A Intel revelou detalhes sobre o Starfire, um processador desenvolvido especificamente para equipar naves espaciais e outros sistemas que operam em ambientes de extrema hostilidade. O chip se destaca por integrar CPU, GPU e NPU em um único pacote multi-chip do tipo Foveros.

Arquitetura híbrida e fabricação avançada

O Starfire adota uma arquitetura de CPU com 8 núcleos, 4 núcleos de alto desempenho (P-cores) e 4 núcleos de baixo consumo e alta eficiência (LPE-cores), ambos fabricados sob o processo avançado Intel 18A. Essa mesma litografia de 18A é utilizada em sua NPU (unidade de processamento neural) de três blocos (tiles). Já a GPU integrada é fabricada no processo Intel 3 e conta com 4 núcleos Xe com 64 unidades de execução.

O projeto do Starfire foi pensado sob medida para garantir a sobrevivência no espaço e oferecer alto desempenho em inteligência artificial (IA), respeitando os severos limites de tamanho, peso e consumo de energia (SWaP) exigidos no setor aeroespacial.

Imagem: reprodução/Intel

Dois perfis de consumo e desempenho

A Intel planejou duas configurações de energia para o chip

  • Configuração de Baixo Consumo (10W TDP): Foca na eficiência energética. Os núcleos de desempenho (P-cores) rodam a 1,0 GHz, enquanto os núcleos de eficiência (LPE) operam a 850 MHz. A GPU trabalha entre 800 MHz e 1,0 GHz, alcançando um desempenho de IA de até 45 TOPS.

  • Configuração de Alto Desempenho (35W TDP): Eleva a frequência dos P-cores para 3,1 GHz e a dos núcleos LPE para 2,1 GHz. Nesse modo, a GPU atinge 2,0 GHz, o poder total de IA salta para 75 TOPS e o limite térmico sobe para 35W.

Preparado para condições extremas

Para lidar com as exigências de missões espaciais, o Starfire oferece suporte a memórias LPDDR5 e DDR5, além de 12 pistas PCIe 4.0. Ele é capaz de operar em temperaturas extremas de junção que variam de -55°C a 125°C, e seu ciclo de vida planejado é superior a 10 anos.

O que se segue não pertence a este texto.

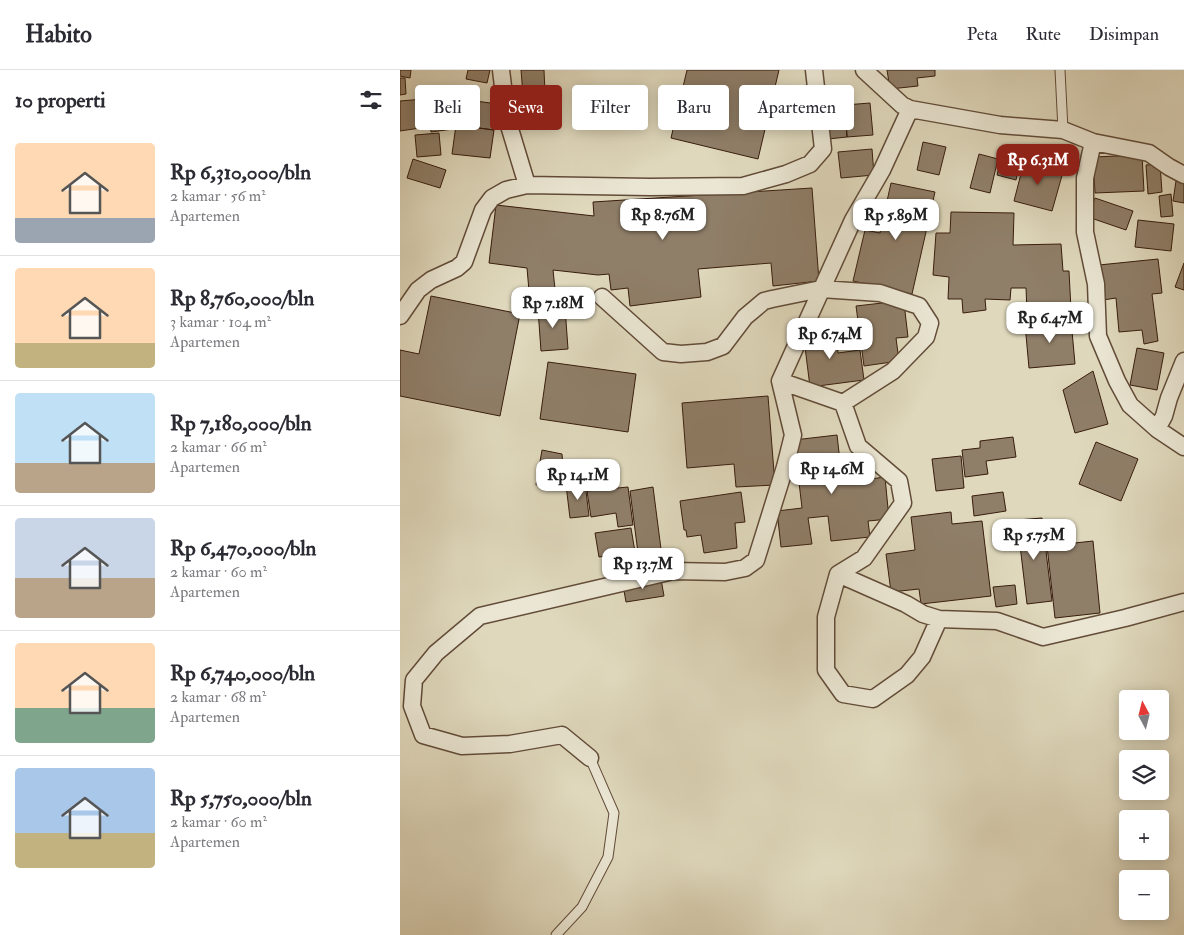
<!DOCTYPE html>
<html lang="id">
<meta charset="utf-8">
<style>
:root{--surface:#fff;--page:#f7f7f7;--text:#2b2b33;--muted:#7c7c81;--line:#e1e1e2;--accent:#8f2418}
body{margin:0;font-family:"IM FELL Double Pica",serif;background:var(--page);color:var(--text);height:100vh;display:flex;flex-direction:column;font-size:19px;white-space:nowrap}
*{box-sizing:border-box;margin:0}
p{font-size:16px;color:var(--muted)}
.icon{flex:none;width:28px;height:28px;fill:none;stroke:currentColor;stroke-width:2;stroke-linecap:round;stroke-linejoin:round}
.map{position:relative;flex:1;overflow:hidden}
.details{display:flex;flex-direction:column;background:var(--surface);width:400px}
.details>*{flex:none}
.guide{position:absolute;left:15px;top:15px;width:475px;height:45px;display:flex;gap:10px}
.needle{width:32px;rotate:353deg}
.tools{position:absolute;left:719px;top:620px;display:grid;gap:10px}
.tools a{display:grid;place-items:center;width:50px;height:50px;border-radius:5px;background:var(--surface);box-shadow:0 2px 12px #0003;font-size:25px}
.price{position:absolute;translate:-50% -42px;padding:0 11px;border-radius:10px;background:#fff;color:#222;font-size:16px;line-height:32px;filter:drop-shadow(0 1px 2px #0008)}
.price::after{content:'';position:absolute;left:50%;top:30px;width:15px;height:11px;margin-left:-8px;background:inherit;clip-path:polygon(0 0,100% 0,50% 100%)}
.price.active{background:var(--accent);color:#fff}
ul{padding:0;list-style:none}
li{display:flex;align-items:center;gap:15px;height:125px;padding:0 15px}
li+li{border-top:1px solid var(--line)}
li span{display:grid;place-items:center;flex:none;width:140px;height:100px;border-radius:5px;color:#555}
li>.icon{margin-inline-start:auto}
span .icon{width:60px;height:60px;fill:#fffc;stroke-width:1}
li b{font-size:21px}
h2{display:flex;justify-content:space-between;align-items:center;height:60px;padding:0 15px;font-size:21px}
.chip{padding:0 18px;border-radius:5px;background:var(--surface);box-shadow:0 2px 12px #0003;font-size:18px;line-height:45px}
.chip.active{background:var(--accent);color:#fff}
header{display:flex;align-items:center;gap:30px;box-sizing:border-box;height:70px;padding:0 25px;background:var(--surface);border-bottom:1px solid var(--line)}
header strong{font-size:24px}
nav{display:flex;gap:28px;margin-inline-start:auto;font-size:18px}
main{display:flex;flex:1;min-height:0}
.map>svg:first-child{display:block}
.building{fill:#8f7e68;stroke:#381d0d}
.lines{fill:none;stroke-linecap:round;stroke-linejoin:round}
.service-casing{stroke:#624c39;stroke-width:11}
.minor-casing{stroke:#624c39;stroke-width:19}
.service{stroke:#eae6d3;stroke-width:9}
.minor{stroke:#eae6d3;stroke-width:16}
</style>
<header>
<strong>Habito</strong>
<nav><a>Peta</a><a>Rute</a><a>Disimpan</a></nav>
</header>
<main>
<section class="details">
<h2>10 properti<svg class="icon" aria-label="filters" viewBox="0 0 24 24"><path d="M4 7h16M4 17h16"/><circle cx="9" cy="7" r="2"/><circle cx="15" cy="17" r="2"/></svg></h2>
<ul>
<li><span style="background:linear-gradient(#ffd9b3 75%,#9aa5b1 0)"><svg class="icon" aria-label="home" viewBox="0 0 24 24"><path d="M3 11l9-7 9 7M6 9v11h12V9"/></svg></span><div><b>Rp 6,310,000/bln</b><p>2 kamar · 56 m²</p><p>Apartemen</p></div></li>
<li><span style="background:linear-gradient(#ffd9b3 75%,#c2b280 0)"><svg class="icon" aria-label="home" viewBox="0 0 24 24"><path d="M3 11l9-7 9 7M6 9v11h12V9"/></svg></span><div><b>Rp 8,760,000/bln</b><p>3 kamar · 104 m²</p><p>Apartemen</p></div></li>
<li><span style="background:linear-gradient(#bfe0f5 70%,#b9a48a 0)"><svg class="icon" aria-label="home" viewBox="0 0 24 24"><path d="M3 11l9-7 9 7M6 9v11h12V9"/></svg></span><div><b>Rp 7,180,000/bln</b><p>2 kamar · 66 m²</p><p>Apartemen</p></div></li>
<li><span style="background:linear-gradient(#c9d6e8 60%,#b9a48a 0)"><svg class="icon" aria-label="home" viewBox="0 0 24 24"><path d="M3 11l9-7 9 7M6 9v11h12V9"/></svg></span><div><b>Rp 6,470,000/bln</b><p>2 kamar · 60 m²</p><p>Apartemen</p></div></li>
<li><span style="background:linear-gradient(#ffd9b3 65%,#7fa58c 0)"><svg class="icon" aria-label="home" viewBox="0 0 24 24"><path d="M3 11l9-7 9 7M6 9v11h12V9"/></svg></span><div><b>Rp 6,740,000/bln</b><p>2 kamar · 68 m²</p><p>Apartemen</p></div></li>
<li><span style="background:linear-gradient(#a9c7e8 65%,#c2b280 0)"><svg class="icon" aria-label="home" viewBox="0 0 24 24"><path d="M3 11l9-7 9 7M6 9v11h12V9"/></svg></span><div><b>Rp 5,750,000/bln</b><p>2 kamar · 60 m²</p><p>Apartemen</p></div></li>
</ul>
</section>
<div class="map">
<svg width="784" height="865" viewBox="0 0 784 865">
<rect width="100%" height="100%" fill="#dfd8bc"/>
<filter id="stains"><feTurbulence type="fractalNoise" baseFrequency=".004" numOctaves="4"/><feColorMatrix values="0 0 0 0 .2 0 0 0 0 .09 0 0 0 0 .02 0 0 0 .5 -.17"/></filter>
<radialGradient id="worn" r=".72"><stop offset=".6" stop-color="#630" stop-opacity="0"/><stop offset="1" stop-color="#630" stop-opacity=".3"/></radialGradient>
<path class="building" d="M0,0H11L10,8L0,6Z
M68,0H90L87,13L66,9Z
M121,0H144L145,23L123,25Z
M287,0H379L358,89L271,68Z
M487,0H535V6L517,8L518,16L490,19Z
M0,8H5L6,24L0,25Z
M53,20L55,32L30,35L28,23Z
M24,29L27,57L0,61V31Z
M60,29L98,34L94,60L56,55Z
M470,33L473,65L447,67L445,35Z
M49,34L53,59L31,62L28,37Z
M445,35L447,67L428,69L425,37Z
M56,55L94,60L90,88L52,84Z
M39,63L41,85L17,87L15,65Z
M523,72L546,77L539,105L517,100Z
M472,79L474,105L441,108L438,82Z
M603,82L621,87L616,110L597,105Z
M579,84L598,89L590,123L570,118Z
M742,85L744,121L695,123L693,87Z
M13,89L46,100L40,118L7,108Z
M624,92L663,102L652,141L614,131Z
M760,94L762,122L748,124L746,95Z
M776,111L784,112V133L773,131Z
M491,113L535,122L512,224L453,211L465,160L480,163Z
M412,118L419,211L373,216L371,193L298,199L301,227L230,236L228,218L211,220L209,204L198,205L153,200L155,219L129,221L127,198L89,193L96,135L194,146L193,132Z
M771,124L773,146L761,147L759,126Z
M695,128L733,141L726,160L688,147Z
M551,142L614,143L613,175L661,174L663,201H669L671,240L627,242L626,218H611L610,230L585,229L586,240L563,243L562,229H548L549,207L533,205L536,163H550Z
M738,150L774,154L771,181L735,177Z
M758,189L762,223L752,224L758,271L744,274L742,260L719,262L716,228L703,230L699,195Z
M784,193V220L775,217Z
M31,226L120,244L100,346L0,326V280L19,284Z
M491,232L504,233L508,267L496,268L499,291L464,296L456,236Z
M165,237L168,279L141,281L138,239Z
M671,250L675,294L629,298L625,254Z
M435,257L438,283L460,280L464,310L410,317L403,261Z
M737,278L764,283L757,320L730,315Z
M148,292L236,304L228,362L140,349Z
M693,301L708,354L675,363L663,320Z
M368,326L375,415L336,417L334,394L287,398L282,333Z
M437,365L440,391L461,388L463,410L485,407L489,449L468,451L470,467L431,471L428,446L408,448L412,474L381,477L377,441L402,438L394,370Z
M613,367L616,387L586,391L588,404L565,407L562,380L580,378V371Z
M696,372L738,389L721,431L679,414Z
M142,380L162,384L164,412L136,415Z
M561,386L564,418L536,421L532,389Z
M185,413L189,446L170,448L166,415Z
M228,417L233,455L218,457L216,443L191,447L187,421Z
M253,417L261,479L238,483L230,421Z
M341,422L345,452L335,453L337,478L304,483L301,465L287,467L286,460H284L280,431Z
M603,422L606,441L574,446L572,426Z
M551,442L552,454L582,451L591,526L521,534L519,519L491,522L486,484L515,480L511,447Z
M642,448L652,531L627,534L617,450Z
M231,458L235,482L199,487L195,463Z
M693,471L700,543L655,548L647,476Z
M261,509L264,526L226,532L223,515Z
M615,515L617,534L596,537L593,517Z"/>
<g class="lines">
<defs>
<path id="service" d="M660,0L663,60
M156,865L182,837L208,787L214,743L190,688"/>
<path id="minor" d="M101,0L107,49L127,115
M464,0L502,35L510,39L600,55L663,60L693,72L749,83L769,97L784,105
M693,72L685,108V162L696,214L698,266L717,311L730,335L757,359L784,377
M202,227L263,282L281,284L307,282L323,276L345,247L364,231L372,229L421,219L480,223L519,236L530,253L526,267L493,301L443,333
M0,246L18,220L31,210L57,198L64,192L83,140L92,128L106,120L127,115L250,117L343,116L386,104L410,94L423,79L414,0
M380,311L443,333L458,376L499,411L503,433L464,488L438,504L426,547V600L443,624L473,629L507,605L522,587L539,549
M757,359L764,346L769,328L784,291
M438,504L506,534L523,544L539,549L597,551L643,567L725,548L784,532
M190,688L162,665L110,674L62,676L23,665L12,636L14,610L36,583L80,546L273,501L325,502L345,498L356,490L385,397L393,365L380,311L453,150L482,100L510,39"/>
</defs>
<use href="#service" class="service-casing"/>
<use href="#minor" class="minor-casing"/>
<use href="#service" class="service"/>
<use href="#minor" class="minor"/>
</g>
<rect width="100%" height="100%" filter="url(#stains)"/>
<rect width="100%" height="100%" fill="url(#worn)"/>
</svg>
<div class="tools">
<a><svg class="needle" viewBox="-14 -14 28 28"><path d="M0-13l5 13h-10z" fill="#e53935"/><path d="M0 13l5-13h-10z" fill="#7c7c81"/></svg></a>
<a><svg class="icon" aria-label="layers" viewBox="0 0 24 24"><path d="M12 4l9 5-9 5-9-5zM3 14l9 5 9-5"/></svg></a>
<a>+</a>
<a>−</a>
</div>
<b class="price active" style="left:638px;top:116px">Rp 6.31M</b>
<b class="price" style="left:263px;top:171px">Rp 8.76M</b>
<b class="price" style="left:496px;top:171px">Rp 5.89M</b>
<b class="price" style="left:153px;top:259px">Rp 7.18M</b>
<b class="price" style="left:650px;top:274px">Rp 6.47M</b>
<b class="price" style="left:430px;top:290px">Rp 6.74M</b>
<b class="price" style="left:432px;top:425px">Rp 14.6M</b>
<b class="price" style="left:178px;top:431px">Rp 14.1M</b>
<b class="price" style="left:634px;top:491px">Rp 5.75M</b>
<b class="price" style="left:243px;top:520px">Rp 13.7M</b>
<div class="guide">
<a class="chip">Beli</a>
<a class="chip active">Sewa</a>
<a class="chip">Filter</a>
<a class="chip">Baru</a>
<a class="chip">Apartemen</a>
</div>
</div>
</main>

Atualmente, a Intel está realizando testes rigorosos de radiação, que avaliam a dose ionizante total (TID) e efeitos de evento único (como latch-up). O processador será fabricado nos Estados Unidos e a previsão é que as primeiras amostras sejam disponibilizadas no terceiro trimestre de 2026, embora a empresa ressalte que as especificações técnicas ainda podem sofrer alterações até o lançamento.